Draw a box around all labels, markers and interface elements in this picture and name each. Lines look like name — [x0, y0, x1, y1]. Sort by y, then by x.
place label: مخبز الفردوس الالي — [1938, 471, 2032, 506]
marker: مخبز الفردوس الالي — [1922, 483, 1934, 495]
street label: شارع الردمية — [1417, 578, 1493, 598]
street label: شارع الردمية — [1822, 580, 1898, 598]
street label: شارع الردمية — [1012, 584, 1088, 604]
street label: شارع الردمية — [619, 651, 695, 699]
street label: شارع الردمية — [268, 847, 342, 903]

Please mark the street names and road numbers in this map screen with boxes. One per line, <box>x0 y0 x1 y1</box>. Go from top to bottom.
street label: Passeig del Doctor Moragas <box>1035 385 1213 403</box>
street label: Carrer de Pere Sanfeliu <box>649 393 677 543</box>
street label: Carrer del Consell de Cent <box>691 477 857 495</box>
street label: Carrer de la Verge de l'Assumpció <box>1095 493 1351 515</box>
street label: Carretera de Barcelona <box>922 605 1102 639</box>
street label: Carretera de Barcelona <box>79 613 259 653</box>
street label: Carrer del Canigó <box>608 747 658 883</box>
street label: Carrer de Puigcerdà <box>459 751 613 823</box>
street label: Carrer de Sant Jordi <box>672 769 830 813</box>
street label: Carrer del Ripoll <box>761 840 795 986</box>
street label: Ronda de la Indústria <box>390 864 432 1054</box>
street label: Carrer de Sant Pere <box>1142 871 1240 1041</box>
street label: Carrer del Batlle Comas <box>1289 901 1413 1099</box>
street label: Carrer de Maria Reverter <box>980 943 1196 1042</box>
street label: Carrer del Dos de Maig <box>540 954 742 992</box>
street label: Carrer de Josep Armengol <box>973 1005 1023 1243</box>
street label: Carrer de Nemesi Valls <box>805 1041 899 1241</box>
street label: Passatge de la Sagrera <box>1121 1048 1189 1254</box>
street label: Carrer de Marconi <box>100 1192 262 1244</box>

§ TO DO:
Copy every entry exactly.

§ SOLUTION TO THE PROBLEM:
Draw a box around all labels, markers and interface elements in this picture and name each. Lines look like name — [x0, y0, x1, y1]. Sort by y, then by x.
place label: مخبز الفردوس الالي — [1938, 471, 2032, 506]
marker: مخبز الفردوس الالي — [1922, 483, 1934, 495]
street label: شارع الردمية — [1417, 578, 1493, 598]
street label: شارع الردمية — [1822, 580, 1898, 598]
street label: شارع الردمية — [1012, 584, 1088, 604]
street label: شارع الردمية — [619, 651, 695, 699]
street label: شارع الردمية — [268, 847, 342, 903]

Please mark the street names and road numbers in this map screen with boxes. One per line, <box>x0 y0 x1 y1</box>. Go from top to bottom.
street label: Passeig del Doctor Moragas <box>1035 385 1213 403</box>
street label: Carrer de Pere Sanfeliu <box>649 393 677 543</box>
street label: Carrer del Consell de Cent <box>691 477 857 495</box>
street label: Carrer de la Verge de l'Assumpció <box>1095 493 1351 515</box>
street label: Carretera de Barcelona <box>922 605 1102 639</box>
street label: Carretera de Barcelona <box>79 613 259 653</box>
street label: Carrer del Canigó <box>608 747 658 883</box>
street label: Carrer de Puigcerdà <box>459 751 613 823</box>
street label: Carrer de Sant Jordi <box>672 769 830 813</box>
street label: Carrer del Ripoll <box>761 840 795 986</box>
street label: Ronda de la Indústria <box>390 864 432 1054</box>
street label: Carrer de Sant Pere <box>1142 871 1240 1041</box>
street label: Carrer del Batlle Comas <box>1289 901 1413 1099</box>
street label: Carrer de Maria Reverter <box>980 943 1196 1042</box>
street label: Carrer del Dos de Maig <box>540 954 742 992</box>
street label: Carrer de Josep Armengol <box>973 1005 1023 1243</box>
street label: Carrer de Nemesi Valls <box>805 1041 899 1241</box>
street label: Passatge de la Sagrera <box>1121 1048 1189 1254</box>
street label: Carrer de Marconi <box>100 1192 262 1244</box>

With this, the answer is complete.